Joan Rivers and 5 other Admirable Authors--Autographed!


Item Number: 237

Time Left: CLOSED

Value: $151

Online Close: Nov 16, 2014 11:00 PM EST

Bid History: 25 bids - Item Sold!






Description

Landmark fiction, biography & social analysis--a perfect gift package, or for your own collection.


The End of Men by Hanna Rosin.


Men have been the dominant sex since, well, the dawn of mankind. And yet, as journalist Hanna Rosin discovered, that long-held truth is no longer true. At this unprecedented moment, women are no longer merely gaining on men; they have pulled decisively ahead by almost every measure. Already "the end of men"--the phrase Rosin coined--has entered the lexicon as indelibly as Betty Friedan's "feminine mystique," Simone de Beauvoir's "second sex," Susan Faludi's "backlash," and Naomi Wolf's "beauty myth" have.


This landmark, once-in-a-generation book will take its place alongside the works of those authors, forever changing the way we talk about men and women and what happens between them. Rosin reveals how the new world order came to be, and how it is dramatically shifting dynamics in every arena and at every level of society, with profound implications for marriage, sex, children, work, and more.


I Hate Everyone...Starting With Me by Joan Rivers.

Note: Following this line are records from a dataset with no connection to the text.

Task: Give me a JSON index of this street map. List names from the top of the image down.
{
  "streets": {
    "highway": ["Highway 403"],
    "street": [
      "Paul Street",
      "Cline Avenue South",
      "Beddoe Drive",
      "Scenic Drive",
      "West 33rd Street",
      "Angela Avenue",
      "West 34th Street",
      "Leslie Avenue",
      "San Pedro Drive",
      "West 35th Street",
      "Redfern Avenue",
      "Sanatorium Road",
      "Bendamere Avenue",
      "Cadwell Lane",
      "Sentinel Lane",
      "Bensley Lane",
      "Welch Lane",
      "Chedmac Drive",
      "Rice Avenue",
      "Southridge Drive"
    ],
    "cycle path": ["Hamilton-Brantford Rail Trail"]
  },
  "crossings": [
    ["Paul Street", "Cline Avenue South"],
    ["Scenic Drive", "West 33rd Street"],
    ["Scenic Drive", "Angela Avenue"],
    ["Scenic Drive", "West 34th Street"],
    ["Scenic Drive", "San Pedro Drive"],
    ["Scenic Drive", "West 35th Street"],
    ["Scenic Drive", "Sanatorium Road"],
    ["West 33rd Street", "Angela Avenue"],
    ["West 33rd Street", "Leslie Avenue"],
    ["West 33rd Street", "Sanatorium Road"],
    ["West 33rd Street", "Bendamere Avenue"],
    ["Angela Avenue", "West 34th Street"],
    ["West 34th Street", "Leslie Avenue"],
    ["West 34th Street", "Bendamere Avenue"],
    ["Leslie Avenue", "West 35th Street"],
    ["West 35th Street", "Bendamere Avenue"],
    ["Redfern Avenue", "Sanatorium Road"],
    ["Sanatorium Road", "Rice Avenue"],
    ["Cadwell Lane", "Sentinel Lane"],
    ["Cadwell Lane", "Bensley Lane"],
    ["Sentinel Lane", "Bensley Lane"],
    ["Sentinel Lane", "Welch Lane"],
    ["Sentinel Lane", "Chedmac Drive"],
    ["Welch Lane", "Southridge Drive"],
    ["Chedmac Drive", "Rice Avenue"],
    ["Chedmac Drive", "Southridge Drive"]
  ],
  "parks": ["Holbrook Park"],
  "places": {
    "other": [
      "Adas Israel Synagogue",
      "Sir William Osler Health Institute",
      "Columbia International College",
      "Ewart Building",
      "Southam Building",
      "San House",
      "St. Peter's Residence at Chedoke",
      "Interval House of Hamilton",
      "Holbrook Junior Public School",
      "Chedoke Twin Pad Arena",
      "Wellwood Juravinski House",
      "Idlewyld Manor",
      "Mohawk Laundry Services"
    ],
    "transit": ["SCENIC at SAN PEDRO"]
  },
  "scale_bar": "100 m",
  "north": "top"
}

Here, uncensored and uninhibited, Joan says exactly what's on her mind. And HER mind is a terrible thing to waste. She proudly kicks the crap out of ugly children, dating rituals, funerals, and lousy restaurants. She nails First Ladies, closet cases, and hypocrites to the wall. She shows no mercy towards doctors and feminists, and even goes after Anne Frank and Stephen Hawking. Joan lets everyone, including herself, have it in this one hundred percent honest and unabashedly hilarious love letter to the hater in all of us.


The Ice Cream Queen of Orchard Street by Susan Jane Gilman.


In 1913, little Malka Treynovsky flees Russia with her family. Bedazzled by tales of gold and movie stardom, she tricks them into buying tickets for America. Yet no sooner do they land on the squalid Lower East Side of Manhattan, than Malka is crippled and abandoned in the street.

Taken in by a tough-loving Italian ices peddler, she manages to survive through cunning and inventiveness. As she learns the secrets of his trade, she begins to shape her own destiny. She falls in love with a gorgeous, illiterate radical named Albert, and they set off across America in an ice cream truck. Slowly, she transforms herself into Lillian Dunkle, "The Ice Cream Queen" -- doyenne of an empire of ice cream franchises and a celebrated television personality.


The Next Best Thing, by Jennifer Weiner.


At three years old, Ruth Saunders miraculously survives the car crash that takes her parents' lives on the icy Massachusetts Turnpike. Her eccentric grandmother, who comes out of Florida retirement to care for young Ruth, nurtures her through years of surgeries, feeding her home-cooked meals, dispensing irreverent wisdom, and telling Ruth she's beautiful, even though her scars will stay with her forever.


After college, Ruth pursues her dream of writing to Hollywood, heading west with her grandmother in tow, hoping to make it big in the world of TV. After years of failure and a badly broken heart, Ruth gets The Call:her show has been green-lit.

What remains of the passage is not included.